We grew up watching siblings in movies like Hum Saath Saath Hain and when every single time Salman would respectfully address Mohnish Behl as “Bhaiyya”, most of us would probably wonder if siblings like that even exist because for the most part, having a sibling means having a person you can constantly quarrel with.
Even though most Indian families would have the strict of never hitting your elder siblings back, we were notorious for defiance. In spite of all the friction, it was understood that we would always have each other’s backs. And as painful and frustrating the fighting seems back then, it is through this bickering that the bond between siblings strengthens.
Published on Humans of Bombay, the story of this brother and sister is pretty much the same. Being the younger sibling, the brother tried to copy everything his “Didi” would do. So when she went away to boarding school and he would constantly throw a fit while visiting to gain her attention. It was his way of expression.
Being the elder, his sister would have to suffer through it all and also stop to care for and protect her brother. “Didi always fought my battles for me, but behind closed doors, she would scream at me and did everything she could to get me back on track,” he says. She helped him grow, pointed him in the right direction every step of the way and even assisted him in his career.
Now, when they are working together, they still fight as they used to. But their relationship remains to be as adorable and pure as it always was.
Read their full story here:
“I was the typical younger sibling, copying everything Didi did…including her artwork. She went off to boarding school when she was just 8, but I missed having her around. I was a troublesome child — whenever I visited her at boarding school, I would create havoc — I would throw water on her friend’s bed, smudge toothpaste here and there…I don’t know, I guess it was for her attention. I loved her the most, but more importantly, she was the only one I was really scared off. My mother would also tell me, ‘you only listen to your sister’ and that’s why more often than not she would bail me out of situations.
I was very reckless — whether it was saying whatever I felt like, or doing whatever it is—- I just didn’t care. That came with a lot of trouble – I got expelled from school twice, I got into a lot of car accidents, went to the police station as a result. Didi always fought my battles for me, but behind closed doors, she would scream at me and did everything she could to get me back on track. She even deferred her university by 6 months, for me. So while we’re always fighting — we still do, she’s always been the only one who believed in me and had faith in me.”
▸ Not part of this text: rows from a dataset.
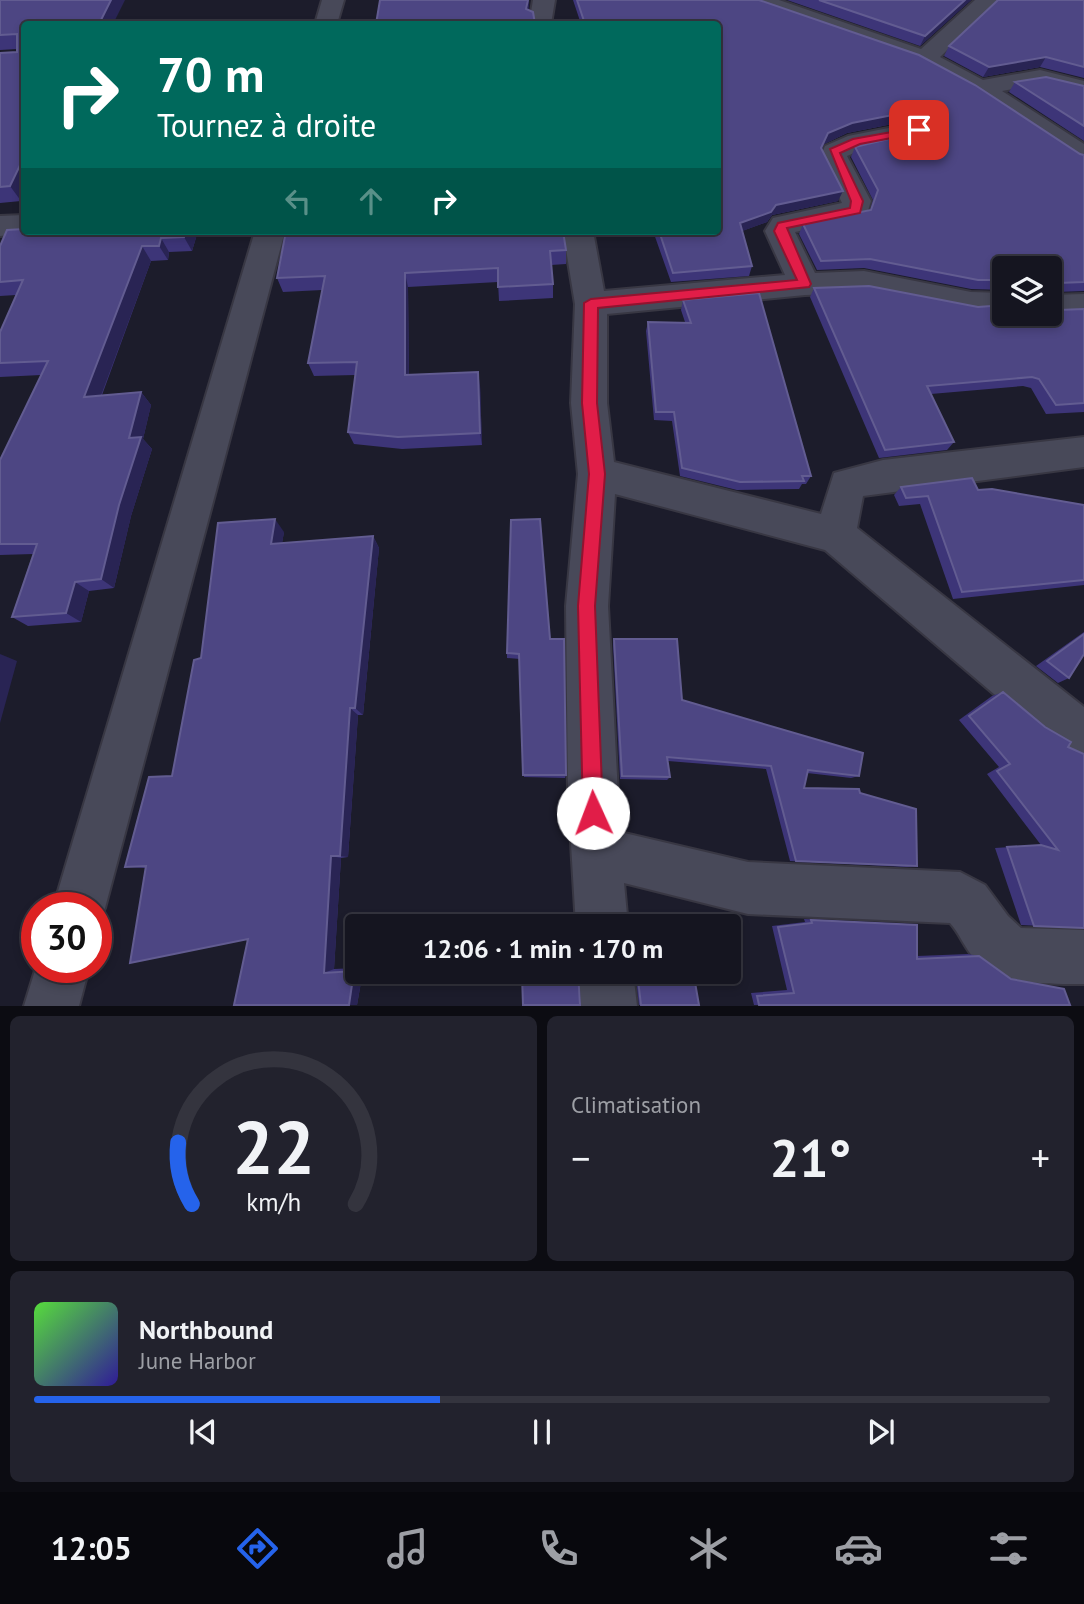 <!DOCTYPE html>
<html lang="fr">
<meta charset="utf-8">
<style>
:root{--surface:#151520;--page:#22222d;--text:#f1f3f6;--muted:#9d9fa5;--line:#34343e;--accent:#2563eb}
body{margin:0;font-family:"PT Sans",sans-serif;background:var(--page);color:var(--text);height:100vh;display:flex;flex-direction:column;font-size:26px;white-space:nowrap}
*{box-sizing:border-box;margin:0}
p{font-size:23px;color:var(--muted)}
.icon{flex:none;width:38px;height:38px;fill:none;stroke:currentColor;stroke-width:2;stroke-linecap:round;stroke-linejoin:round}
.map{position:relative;height:1006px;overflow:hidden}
.details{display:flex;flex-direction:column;gap:10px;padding:10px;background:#0c0c12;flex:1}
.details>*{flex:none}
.banner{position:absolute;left:21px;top:21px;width:700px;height:214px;border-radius:7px;box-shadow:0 4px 10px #0003,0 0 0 2px var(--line);background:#00695c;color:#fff;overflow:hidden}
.controls{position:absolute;left:992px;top:256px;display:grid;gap:14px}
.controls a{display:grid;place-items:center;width:70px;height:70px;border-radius:7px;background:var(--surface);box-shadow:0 4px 10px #0003,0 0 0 2px var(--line);font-size:35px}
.speed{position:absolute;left:21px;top:892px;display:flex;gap:14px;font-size:35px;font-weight:700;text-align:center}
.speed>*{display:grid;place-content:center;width:91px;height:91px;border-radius:50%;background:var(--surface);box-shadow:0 4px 10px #0003,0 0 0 2px var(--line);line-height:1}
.speed .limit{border:10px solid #d22;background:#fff;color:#111}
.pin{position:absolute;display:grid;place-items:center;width:60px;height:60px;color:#fff;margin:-30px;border-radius:14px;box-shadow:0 4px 10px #0006}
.me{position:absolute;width:77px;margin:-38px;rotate:358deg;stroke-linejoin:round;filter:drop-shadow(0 0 5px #0008)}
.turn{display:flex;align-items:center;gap:24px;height:147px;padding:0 21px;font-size:32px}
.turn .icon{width:91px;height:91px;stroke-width:2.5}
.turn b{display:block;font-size:49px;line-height:60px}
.lanes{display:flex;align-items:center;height:66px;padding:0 21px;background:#0003;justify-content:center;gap:35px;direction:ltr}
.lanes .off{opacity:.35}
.big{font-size:52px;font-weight:800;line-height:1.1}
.details .widget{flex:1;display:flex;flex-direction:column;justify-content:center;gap:10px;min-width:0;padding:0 24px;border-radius:10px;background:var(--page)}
.details .dial{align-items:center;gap:0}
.dial svg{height:182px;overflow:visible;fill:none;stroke:var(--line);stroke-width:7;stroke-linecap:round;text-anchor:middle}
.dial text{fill:var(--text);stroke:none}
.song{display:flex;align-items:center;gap:21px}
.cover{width:84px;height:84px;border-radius:10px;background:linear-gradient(135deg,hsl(110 70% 55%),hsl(250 70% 35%))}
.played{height:7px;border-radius:4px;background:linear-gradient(90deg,var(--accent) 40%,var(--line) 40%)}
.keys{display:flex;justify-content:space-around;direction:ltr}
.heat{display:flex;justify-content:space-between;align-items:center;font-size:38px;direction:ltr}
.details .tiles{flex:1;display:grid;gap:10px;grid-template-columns:1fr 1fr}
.widget:last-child{grid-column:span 2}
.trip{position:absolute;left:345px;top:914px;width:396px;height:70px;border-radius:7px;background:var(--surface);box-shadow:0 4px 10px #0003,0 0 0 2px var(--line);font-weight:800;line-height:70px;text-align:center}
.menu{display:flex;height:112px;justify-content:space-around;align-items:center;background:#08080d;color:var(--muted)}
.menu .icon{width:49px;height:49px}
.menu .current{color:var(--accent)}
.menu b{font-size:32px;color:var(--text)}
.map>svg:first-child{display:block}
</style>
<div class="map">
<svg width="1084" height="1006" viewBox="0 0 1084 1006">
<rect width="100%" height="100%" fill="#1c1c2b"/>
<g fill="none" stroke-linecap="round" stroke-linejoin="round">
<g stroke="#383743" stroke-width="4">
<path id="minor" d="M322,0H344L337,24H315Z
M533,0H555L551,24H529Z
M747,0H779L921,49L975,0H999L940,57L983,80L1040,70L1084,81V95L1040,84L1002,91L1084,144V164L1074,162L971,93L915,63L750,5Z
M919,122L928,124L932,130L928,136L864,149L847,156L871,201L866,217L795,232L815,273L864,271L971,292L1004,293V313H1011L971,314L864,293L805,295L607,314V403L614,462L821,514L834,473L883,460L1084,437V467L863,496L857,528L1084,707V757L1035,729L825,550L615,494L608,606L620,832L748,862L960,872L985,885L1008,916L1021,928L1084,930V984C1047,984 1005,986 975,959C965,949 960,934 950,923L748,914L624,883L628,926H576L568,794L566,606L578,474L571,403L575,304L563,231H593L604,291L785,275L765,231L773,218L842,203L820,157L825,146L848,136Z
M24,215V231L34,232L0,236V216Z
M255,231H285L105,908L96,927V908H53Z
M1084,294V316L1050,317L1038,313H1050V295Z
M37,964V968H89L79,1006H24Z
M579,971H633L637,1006H581Z"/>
</g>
<use href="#minor" fill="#484959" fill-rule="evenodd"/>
</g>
<path fill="#3d3578" d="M0,0L24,24L21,201L0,203V53L17,52V49L0,50Z
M573,0H759L1080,154L1084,155V291L1057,292L1056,301L1051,306L1059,310L1084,309V412L1046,414L1031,388L1023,386L931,394L954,442L947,450L879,458L810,297L814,288L978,307L1050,313L1004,268V294V290L971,289L864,268L817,270L799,234L803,224L870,210L873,200L851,157L855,147L933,129L929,121L918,119L847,133L824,144L822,149L838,201L772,215L767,222L742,231L752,266L749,276L671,282L653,231H718V24H581Z
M787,0H971L920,46Z
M1084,0V78L1040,67L983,77L944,56L949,46Z
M1015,82L1084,86V141L1009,92Z
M198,231L192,251L169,252L168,260L151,261L102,395L141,392L151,405L143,439L152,449L131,516L114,588L89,591L81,622L28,626L12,617L33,554L0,555V460L41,375L0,377V332L16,295L0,296V246Z
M286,231L566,250V264L551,265L553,284V298L499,301L498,282L408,287L409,375L480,385L482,445L402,449L354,444L348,432L355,375L314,376L308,363L322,290L283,292L277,278Z
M683,300L811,476L806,484H802L799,489L737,490L680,476L672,421L654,420L646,331L648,322H685L681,310Z
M901,487L978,490L1084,505V585L953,599L920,504L899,506L894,495Z
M284,532L282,543L373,536L379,548L363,715H358L348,857L341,858L334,969L357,968V971H363L357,1005L248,940L145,868L125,867L172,776L201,658Z
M1084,632V654L1069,678L1058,683L1036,666Z
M550,639L566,775L565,778L524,777L520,659L507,658V653Z
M614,639L682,700L859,776L851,778L807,773L804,788L860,793L917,866L907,867L790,861L766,769L668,761L670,777L667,780L620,779L613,644Z
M1003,692L1068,747L1084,928L1021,925L995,848L1041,845L987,774L999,767L959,720L992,696Z
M804,919L907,924L917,956L968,954L979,956L1011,979L1070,1005H754L751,993L787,990L772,926L805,922Z
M542,971H629H578L522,976V974Z
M635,971L660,973L670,971H693L699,1005H639Z"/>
<path fill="#292454" d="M111,0H125L113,24H99Z
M528,0H529V7L526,24V9Z
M965,0H971L920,46L925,36Z
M1046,57L1040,67L983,77L989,67Z
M923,109L918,119L847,133L824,144L818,158L828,133L852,123Z
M24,157V193L21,201L10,186Z
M843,191L838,201L772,215L767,222L737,233L740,223L776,205Z
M186,231H198L192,251L184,237Z
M161,238L169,252L168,260L159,246Z
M142,246L151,261L96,409L84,397Z
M405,273L408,287L409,388L405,375Z
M478,372L480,385L482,445L480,433Z
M141,392L151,405L143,439L152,449L131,516L114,588L101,579L129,438Z
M275,519L284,532L280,556L271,544Z
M373,536L379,548L363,715L355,708Z
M75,582L89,591L81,622L66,613Z
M0,654L17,661L0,723Z
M350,708L358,715L348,857L340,856Z
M331,856L341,858L334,969L324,973Z
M357,970V971H363L357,1005H349L354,971Z"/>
<path fill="#4d4683" stroke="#625c91" stroke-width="2" d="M0,0H111L99,24H24V157L10,186L0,187V53L17,52V34L0,35Z
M380,0H528L526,9L533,12L535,24H376Z
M577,0H759L919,55L975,85L1080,154L1084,155V282L1058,283L1056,301L1050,302V268H1004V280H978L870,259L821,261L803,224L871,210L878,190L855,147L934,128L939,121L934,111L923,109L852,123L828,133L821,148L843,191L776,205L771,212L740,223L752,266L673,273L659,231H718V24H585Z
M819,0H965L925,36Z
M998,0H1084V67L1046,57L989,67L949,46Z
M1046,77L1084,86V126L1015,82Z
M24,229V231H186L184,237L161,238L159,246H142L84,397L141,392L129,438L141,437L119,505L101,579L75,582L66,613L12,617L37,544H0V460L48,361L0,363V332L23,280L0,282V246L7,230Z
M286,231H563L566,250L550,251L553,284L498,287V268L405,273V375L478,372L480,433L398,437L348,432L357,362L308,363L325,276L277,278Z
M869,286L978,307L1004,305V313H1050V306L1059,310L1084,309V403L1056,405L1039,379L1032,377L927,386L954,442L885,450L814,288Z
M759,293L811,476H802L804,481L740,482L682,468L674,412H656L648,322L691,323L683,300Z
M972,478L978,490L992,489L1084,505V580L962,592L928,496L906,498L901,487Z
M275,519L271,544L373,536L355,708H350L340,856H331L324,973L354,971L349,1005H234L248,939L130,963L146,866L125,867L149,777L172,776L194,660L201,658L218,523Z
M540,519L550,639H564L566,775H523L519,654L507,653L511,520Z
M1084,634V654L1069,678L1047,661Z
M614,639H677L682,700L863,753L859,776L808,770L804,788L859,789L860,793L916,809L917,866L796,861L771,766L667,757L670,777L622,776Z
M1003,692L1045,727L1071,742L1068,747L1084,754V928L1034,926L1007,847L1041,845L1058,850L997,771L1010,764L969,716Z
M811,920L917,925V959L979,956L1011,979L1064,989L1070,1005H759L757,996L794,993L778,927L812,923Z
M559,971H625H578L580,1005H523L522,976Z
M637,971H659L660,975L693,971L699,1005H641Z"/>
<path fill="#e11d48" stroke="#92132f" stroke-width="2" d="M919,127L924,130L923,132L860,144L840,153L863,201L860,213L787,228L811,284L809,287L598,308L597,403L605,474L595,606L603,813L600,820L593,823L586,820L583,813L578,606L589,474L582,403L584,303L591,299L797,280L774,231L778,223L850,208L851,201L830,149L853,139Z"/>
</svg>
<div class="controls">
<a><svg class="icon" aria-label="layers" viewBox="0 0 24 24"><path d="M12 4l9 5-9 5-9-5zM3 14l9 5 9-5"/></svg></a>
</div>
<div class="speed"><div class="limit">30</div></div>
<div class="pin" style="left:919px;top:130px;background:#d93025"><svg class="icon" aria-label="arrive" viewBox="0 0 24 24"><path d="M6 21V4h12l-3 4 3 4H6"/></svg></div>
<svg class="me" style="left:593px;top:813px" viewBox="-20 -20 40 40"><circle r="19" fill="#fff"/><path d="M0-13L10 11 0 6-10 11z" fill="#e11d48"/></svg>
<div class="trip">12:06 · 1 min · 170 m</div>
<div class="banner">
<div class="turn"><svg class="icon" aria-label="right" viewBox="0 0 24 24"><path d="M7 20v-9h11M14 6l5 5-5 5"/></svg><div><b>70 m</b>Tournez à droite</div></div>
<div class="lanes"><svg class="icon off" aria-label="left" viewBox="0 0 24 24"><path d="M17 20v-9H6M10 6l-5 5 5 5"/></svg><svg class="icon off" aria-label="ahead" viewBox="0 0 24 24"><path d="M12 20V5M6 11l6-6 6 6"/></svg><svg class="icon" aria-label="right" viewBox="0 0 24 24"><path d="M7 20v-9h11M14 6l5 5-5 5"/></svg></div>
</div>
</div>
<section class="details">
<div class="tiles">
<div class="widget dial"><svg viewBox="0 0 100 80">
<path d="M14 69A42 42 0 1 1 86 69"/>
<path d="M14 69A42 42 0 0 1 8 42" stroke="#2563eb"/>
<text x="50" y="56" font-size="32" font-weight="700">22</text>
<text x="50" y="72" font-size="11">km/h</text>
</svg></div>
<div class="widget"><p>Climatisation</p>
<div class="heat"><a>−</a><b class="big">21°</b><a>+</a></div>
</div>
<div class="widget">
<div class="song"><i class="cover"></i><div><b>Northbound</b><p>June Harbor</p></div></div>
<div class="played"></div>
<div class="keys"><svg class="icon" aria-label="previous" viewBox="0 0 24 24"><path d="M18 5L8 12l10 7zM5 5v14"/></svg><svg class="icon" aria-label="pause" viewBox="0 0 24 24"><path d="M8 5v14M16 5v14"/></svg><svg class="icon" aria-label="next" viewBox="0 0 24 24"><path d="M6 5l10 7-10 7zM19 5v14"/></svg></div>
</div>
</div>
</section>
<nav class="menu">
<b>12:05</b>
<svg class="icon current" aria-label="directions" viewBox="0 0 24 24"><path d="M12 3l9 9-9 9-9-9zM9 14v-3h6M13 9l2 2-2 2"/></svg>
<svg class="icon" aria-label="music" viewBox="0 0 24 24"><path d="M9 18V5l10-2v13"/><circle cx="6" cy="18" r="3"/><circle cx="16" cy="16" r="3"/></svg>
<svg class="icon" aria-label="phone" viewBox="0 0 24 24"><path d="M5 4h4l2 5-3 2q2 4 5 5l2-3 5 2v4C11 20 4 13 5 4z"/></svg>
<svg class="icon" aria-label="climate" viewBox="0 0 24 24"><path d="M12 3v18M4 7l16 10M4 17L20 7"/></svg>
<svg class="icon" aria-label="car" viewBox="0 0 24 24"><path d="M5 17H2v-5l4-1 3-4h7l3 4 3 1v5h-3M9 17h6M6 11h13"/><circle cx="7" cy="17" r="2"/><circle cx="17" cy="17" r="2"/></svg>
<svg class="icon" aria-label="filters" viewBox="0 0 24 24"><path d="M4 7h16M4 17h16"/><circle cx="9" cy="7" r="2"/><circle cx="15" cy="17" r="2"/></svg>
</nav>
“I hated when people called him ‘useless’ and ‘good for nothing’ because I saw so much potential in him. I would literally pull him out of bed and push him to go out and do something. He was always brimming with ideas and was such a smart kid that I knew he just needed a little bit of direction. One of his ideas was to start a digital magazine…and I loved it! I was his biggest cheerleader and his biggest critic. At 23, he started Homegrown…and I joined him in his venture. Today, we’ve created something special together — we work together and yes, we fight just as much. Very often, before we go into important meetings, we warn them. We tell them that we’re siblings and if they see us getting into a screaming fight or pulling each other’s hair — they shouldn’t be alarmed!
I’m so unbelievably proud of him and how much he’s achieved and I love to show him off — especially to those who thought he wouldn’t do anything with his life. I think the sweetest part of our journey so far is that since the past 3 years, he buys different super hero rakhis and ties ME the rakhi on Rakshabandhan. He says, ‘you’ve protected me all your life, you deserve the rakhi more than me’ and I feel privileged that I have this kind of a relationship with my brother — he’s my whole world.”